→ PROMPT
Among the entries below, find all lines that include "meet" and copy them.

### MATERIAL SUPPLIED

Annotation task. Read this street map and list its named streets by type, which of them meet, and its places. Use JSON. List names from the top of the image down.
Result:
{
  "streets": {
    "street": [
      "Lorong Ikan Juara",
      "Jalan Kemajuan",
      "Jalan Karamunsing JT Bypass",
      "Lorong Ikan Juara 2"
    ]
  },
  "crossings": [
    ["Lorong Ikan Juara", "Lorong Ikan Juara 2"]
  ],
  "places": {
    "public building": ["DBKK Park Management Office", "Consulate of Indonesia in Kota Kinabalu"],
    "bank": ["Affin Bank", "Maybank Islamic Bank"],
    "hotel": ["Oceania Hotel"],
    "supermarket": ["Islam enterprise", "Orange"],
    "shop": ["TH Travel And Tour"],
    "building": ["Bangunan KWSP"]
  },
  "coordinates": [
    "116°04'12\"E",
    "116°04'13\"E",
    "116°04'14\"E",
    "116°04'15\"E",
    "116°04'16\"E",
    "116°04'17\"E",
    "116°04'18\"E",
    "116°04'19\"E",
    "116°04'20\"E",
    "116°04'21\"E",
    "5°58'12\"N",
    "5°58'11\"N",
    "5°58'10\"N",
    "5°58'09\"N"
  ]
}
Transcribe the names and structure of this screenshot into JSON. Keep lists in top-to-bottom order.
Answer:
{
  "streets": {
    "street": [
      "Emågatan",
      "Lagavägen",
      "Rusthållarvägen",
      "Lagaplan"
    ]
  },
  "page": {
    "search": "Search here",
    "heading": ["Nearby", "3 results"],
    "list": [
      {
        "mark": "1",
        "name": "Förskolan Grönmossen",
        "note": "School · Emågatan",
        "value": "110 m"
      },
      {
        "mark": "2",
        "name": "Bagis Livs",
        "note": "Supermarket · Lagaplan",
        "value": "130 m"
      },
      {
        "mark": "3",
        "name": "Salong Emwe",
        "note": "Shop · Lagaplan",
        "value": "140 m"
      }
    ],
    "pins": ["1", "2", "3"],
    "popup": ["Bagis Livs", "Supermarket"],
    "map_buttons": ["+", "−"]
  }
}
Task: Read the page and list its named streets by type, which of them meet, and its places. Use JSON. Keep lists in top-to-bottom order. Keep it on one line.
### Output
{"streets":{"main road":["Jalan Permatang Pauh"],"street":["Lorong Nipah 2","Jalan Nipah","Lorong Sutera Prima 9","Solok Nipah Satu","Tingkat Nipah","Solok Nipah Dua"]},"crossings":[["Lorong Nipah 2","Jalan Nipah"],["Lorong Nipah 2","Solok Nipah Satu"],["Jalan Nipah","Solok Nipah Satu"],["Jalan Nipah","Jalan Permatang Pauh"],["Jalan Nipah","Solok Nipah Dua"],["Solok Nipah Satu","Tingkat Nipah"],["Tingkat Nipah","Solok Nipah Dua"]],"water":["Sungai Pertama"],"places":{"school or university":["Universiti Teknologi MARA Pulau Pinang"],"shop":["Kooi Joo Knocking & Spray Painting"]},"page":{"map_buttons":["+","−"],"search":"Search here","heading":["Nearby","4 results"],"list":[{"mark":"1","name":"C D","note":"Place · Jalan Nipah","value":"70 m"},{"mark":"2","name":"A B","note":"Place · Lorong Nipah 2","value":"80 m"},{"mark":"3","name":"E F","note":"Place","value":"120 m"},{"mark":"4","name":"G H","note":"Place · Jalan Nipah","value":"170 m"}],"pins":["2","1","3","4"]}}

######

→ WRITTEN RESPONSE
Annotation task. Read this street map and list its named streets by type, which of them meet, and its places. Use JSON. List names from the top of the image down.
Task: Read the page and list its named streets by type, which of them meet, and its places. Use JSON. Keep lists in top-to-bottom order. Keep it on one line.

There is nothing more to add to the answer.